# [Aim of the exercise]
For the entries below, how many lines include the word "check"? Give the figure and nothing more.

# [Data under study]
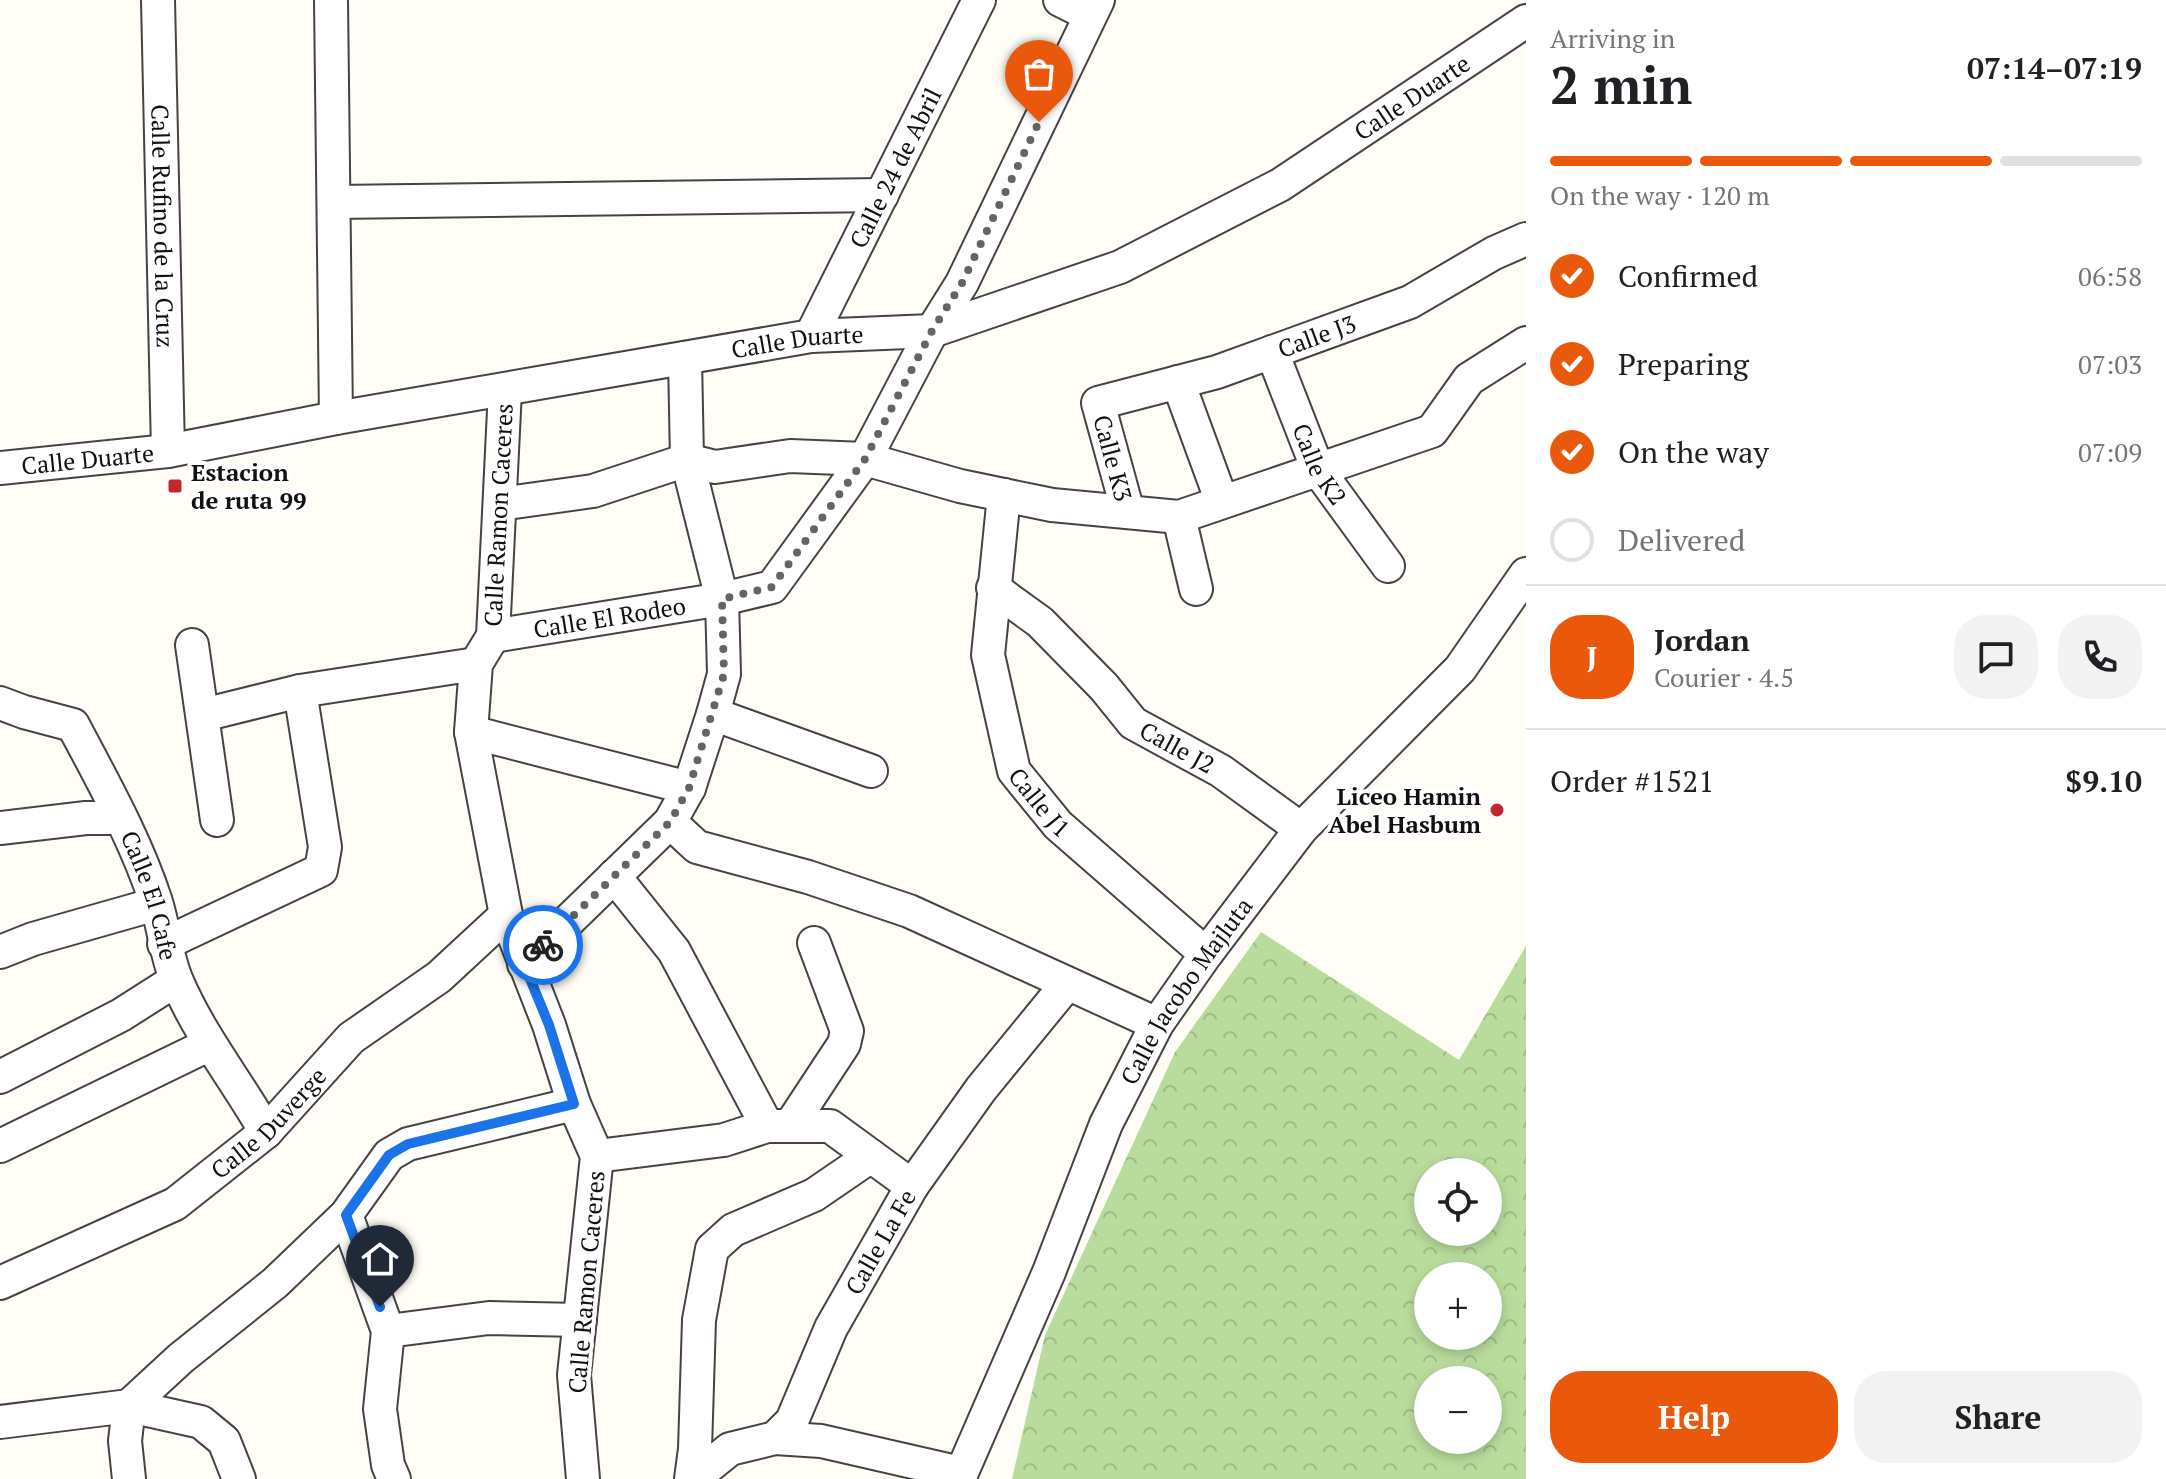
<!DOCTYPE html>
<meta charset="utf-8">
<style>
body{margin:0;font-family:"PT Serif",serif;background:#f2f2f2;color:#202124;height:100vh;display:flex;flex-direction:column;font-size:30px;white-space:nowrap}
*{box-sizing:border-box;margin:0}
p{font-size:26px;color:#757577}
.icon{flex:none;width:44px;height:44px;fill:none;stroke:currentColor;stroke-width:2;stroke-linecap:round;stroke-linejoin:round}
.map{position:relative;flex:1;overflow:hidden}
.sheet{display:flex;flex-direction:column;background:#fff;width:640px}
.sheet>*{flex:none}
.tools{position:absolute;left:1414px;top:1158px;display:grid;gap:16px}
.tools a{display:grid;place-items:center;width:88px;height:88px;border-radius:50%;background:#fff;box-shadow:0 4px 12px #0003;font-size:40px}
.pin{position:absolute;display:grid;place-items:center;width:68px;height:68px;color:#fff;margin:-82px -34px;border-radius:50% 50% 50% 0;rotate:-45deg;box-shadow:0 0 8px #0007}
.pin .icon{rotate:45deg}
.courier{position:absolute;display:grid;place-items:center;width:80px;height:80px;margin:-40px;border:6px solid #1a73e8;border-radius:50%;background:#fff;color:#222;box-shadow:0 2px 10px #0007}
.overview em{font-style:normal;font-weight:700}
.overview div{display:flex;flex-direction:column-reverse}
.overview{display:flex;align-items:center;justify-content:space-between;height:136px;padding:0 24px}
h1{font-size:52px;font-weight:700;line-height:60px}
.bar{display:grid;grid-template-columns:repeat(4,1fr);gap:12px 8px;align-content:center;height:96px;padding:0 24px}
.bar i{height:10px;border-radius:6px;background:#e0e0e0}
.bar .active{background:#ea580c}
.bar p{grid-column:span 4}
.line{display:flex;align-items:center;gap:20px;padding:0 24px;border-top:2px solid #e0e0e0}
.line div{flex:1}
.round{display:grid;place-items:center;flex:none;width:84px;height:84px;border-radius:32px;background:#f2f2f2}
ol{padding:0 24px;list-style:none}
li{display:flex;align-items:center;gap:24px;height:88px}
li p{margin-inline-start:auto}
li .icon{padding:8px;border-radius:50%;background:#ea580c;color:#fff;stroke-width:4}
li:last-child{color:#757577}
li i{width:44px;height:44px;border:4px solid #e0e0e0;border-radius:50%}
.primary-button{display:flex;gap:16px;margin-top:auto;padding:16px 24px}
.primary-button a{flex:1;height:92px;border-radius:32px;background:#ea580c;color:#fff;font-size:32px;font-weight:700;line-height:92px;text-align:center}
.primary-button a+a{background:#f2f2f2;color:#202124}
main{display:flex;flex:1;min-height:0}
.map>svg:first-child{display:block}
</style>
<main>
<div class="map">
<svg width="1526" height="1479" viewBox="0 0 1526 1479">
<defs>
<pattern id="forest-crowns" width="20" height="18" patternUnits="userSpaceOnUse" patternTransform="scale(2)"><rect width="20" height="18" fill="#b9dc9c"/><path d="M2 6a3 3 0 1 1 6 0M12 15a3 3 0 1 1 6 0" fill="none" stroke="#9ebc85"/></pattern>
</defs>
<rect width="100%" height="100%" fill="#fffdf5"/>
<path fill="url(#forest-crowns)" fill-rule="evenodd" d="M 1261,932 L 1459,1060 L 1526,946 L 1526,1479 L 1012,1479 L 1045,1335 L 1175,1052 ZM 1428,1172 L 1488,1172 L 1488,1232 L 1428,1232 ZM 1428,1276 L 1488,1276 L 1488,1336 L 1428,1336 ZM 1428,1380 L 1488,1380 L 1488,1440 L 1428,1440 Z"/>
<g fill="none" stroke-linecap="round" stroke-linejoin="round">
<g stroke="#444" stroke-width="36">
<g id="minor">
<path id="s1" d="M 158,0 L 168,451"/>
<path d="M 331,0 L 336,418"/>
<path d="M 1060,0 L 1090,15"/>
<path d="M 334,202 L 882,195"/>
<path id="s2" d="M 811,336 L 979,0"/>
<path id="s3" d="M 1272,352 L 1318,470 L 1388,566"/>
<path d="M 1178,382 L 1222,502"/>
<path d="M 505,390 L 493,636 L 476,664 L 471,732 L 506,915 L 549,1025 L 574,1104 L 597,1156 L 574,1375 L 583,1479"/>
<path id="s4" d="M 0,468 L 168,451 L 336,418 L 811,336 L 932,331 L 1120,267 L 1280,185 L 1526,21"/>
<path id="s5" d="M 1004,495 L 988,655 L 1014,771 L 1058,825 L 1206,954"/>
<path d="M 500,504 L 593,491 L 687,460 L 715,467 L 790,456 L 865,459 L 960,486 L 1052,505 L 1179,517 L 1432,431 L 1469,379 L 1526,343"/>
<path id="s6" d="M 1128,512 L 1098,403 L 1217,372 L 1410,302 L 1494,253 L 1526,239"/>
<path d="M 1179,517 L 1196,589"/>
<path id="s7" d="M 993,588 L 1040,622 L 1104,687 L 1133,723 L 1221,771 L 1301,829"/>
<path id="s8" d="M 493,636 L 722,599 L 772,587 L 865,459 L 932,331 L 962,283 L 1098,0"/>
<path d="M 192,645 L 217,820"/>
<path id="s9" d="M 0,703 L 24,712 L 73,725 C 103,782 136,840 156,902 C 164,928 166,954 176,979 C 199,1034 237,1081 266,1132"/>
<path d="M 713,714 L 871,771"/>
<path d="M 203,715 L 300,691 L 476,664"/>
<path d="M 471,732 L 689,788"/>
<path d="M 670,822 L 697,847 L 808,877 L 909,911 L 1157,1024"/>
<path d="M 0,828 L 86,818 L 120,818"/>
<path d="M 614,876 L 674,951 L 767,1126 L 830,1126 L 912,1186"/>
<path d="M 164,944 L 321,870 L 325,847 L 300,691"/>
<path d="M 0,952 L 33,939 L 156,904"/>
<path d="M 524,964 L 670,822 L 689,788 L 713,714 L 724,674 L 722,599 L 687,460 L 685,358"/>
<path d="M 0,1077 L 121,1015 L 176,980"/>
<path d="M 790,1126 L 844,1044 L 847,1031 L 814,943"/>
<path d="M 0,1146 L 210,1044"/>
<path d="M 597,1156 L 724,1140 L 767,1126"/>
<path d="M 346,1215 L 388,1331 L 380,1409 L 388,1465 L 394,1479"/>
<path id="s10" d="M 0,1283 L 175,1204 L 266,1132 L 351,1038 L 439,977 L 506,915"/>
<path d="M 388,1331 L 489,1318 L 580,1320"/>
<path d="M 0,1422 L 129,1406 L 201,1422 L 224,1441 L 239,1479"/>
<path d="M 775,1438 L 821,1441 L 961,1473"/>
<path d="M 129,1479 L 125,1441 L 129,1406 L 181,1358 L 275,1283 L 346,1215 L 389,1155 L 408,1144 L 574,1104"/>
<path d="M 691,1479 L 695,1449 L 699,1320 L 712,1249 L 733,1230 L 814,1195 L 871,1156"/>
<path id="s11" d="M 693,1479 L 730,1449 L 775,1438 L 792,1421 L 831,1328 L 912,1186 L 981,1089 L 1067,984"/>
<path id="s12" d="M 959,1479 L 1049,1272 L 1106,1124 L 1157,1024 L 1206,954 L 1301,829 L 1460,669 L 1526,574"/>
</g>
</g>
<use href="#minor" stroke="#fff" stroke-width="32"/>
</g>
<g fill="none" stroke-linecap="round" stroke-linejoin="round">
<path stroke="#646461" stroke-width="8" stroke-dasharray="0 14.4" d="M 543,945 L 670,822 L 689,788 L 724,674 L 722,599 L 772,587 L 865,459 L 932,331 L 962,283 L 1039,122"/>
<path stroke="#1a73e8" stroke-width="10" d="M 380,1307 L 346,1215 L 389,1155 L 408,1144 L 574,1104 L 549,1025 L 524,964 L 543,945"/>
</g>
<g fill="#c4262e" stroke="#fff" stroke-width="3">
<rect x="167" y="478" width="16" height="16" rx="4"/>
<circle cx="1497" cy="810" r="8"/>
</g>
<g text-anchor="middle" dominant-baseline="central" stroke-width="8" stroke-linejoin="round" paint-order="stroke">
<g font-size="24" fill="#111" stroke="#fff">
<text stroke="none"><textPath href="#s4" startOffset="1480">Calle Duarte</textPath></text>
<text stroke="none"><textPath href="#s2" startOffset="188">Calle 24 de Abril</textPath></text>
<text stroke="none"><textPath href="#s1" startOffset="226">Calle Rufino de la Cruz</textPath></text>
<text stroke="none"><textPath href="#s6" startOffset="342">Calle J3</textPath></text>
<text stroke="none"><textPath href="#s4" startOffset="808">Calle Duarte</textPath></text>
<text transform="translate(1113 458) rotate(75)">Calle K3</text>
<text stroke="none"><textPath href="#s4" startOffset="88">Calle Duarte</textPath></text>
<text stroke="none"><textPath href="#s3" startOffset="122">Calle K2</textPath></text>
<text transform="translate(498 515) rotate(-87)">Calle Ramon Caceres</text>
<text stroke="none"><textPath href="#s8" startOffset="118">Calle El Rodeo</textPath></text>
<text stroke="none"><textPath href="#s7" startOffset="246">Calle J2</textPath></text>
<text stroke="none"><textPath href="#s5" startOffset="320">Calle J1</textPath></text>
<text stroke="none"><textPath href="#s9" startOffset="264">Calle El Cafe</textPath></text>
<text stroke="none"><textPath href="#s12" startOffset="540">Calle Jacobo Majluta</textPath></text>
<text stroke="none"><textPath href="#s10" startOffset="316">Calle Duverge</textPath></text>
<text stroke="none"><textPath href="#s11" startOffset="318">Calle La Fe</textPath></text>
<text transform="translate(586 1282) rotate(-85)">Calle Ramon Caceres</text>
</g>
<g font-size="24" font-weight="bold" fill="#111" stroke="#fff" text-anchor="start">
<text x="191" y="472">Estacion<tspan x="191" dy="28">de ruta 99</tspan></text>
<text x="1481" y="796" text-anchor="end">Liceo Hamin<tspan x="1481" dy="28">Abel Hasbum</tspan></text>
</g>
</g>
</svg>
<div class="tools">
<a><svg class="icon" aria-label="locate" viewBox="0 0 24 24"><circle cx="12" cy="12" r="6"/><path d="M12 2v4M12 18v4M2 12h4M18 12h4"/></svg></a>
<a>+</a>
<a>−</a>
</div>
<div class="pin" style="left:1039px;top:122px;background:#ea580c"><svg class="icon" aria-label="bag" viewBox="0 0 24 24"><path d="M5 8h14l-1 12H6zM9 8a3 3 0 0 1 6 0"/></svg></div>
<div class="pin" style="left:380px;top:1307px;background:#1f2937"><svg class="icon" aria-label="home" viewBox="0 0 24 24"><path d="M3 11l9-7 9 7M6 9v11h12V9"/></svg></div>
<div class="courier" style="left:543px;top:945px"><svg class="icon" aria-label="bike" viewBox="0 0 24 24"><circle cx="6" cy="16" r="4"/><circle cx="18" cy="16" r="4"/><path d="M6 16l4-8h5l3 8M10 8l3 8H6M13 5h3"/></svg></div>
</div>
<section class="sheet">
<div class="overview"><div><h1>2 min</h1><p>Arriving in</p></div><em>07:14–07:19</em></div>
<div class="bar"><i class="active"></i><i class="active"></i><i class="active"></i><i></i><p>On the way · 120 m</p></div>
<ol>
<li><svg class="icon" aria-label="check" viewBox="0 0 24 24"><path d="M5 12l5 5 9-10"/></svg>Confirmed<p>06:58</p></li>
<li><svg class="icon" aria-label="check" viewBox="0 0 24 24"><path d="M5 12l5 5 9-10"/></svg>Preparing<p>07:03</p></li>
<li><svg class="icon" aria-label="check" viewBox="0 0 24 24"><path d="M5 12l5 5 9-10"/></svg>On the way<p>07:09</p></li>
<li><i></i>Delivered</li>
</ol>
<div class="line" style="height:144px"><b class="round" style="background:#ea580c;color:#fff">J</b><div><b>Jordan</b><p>Courier · 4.5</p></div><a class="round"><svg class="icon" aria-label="chat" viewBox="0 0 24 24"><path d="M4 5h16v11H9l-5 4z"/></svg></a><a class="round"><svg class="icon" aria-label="phone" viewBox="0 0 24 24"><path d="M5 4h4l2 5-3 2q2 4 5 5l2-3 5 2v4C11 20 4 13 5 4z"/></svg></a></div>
<div class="line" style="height:104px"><div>Order #1521</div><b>$9.10</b></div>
<div class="primary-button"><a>Help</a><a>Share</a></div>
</section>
</main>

# [Problem solution]
3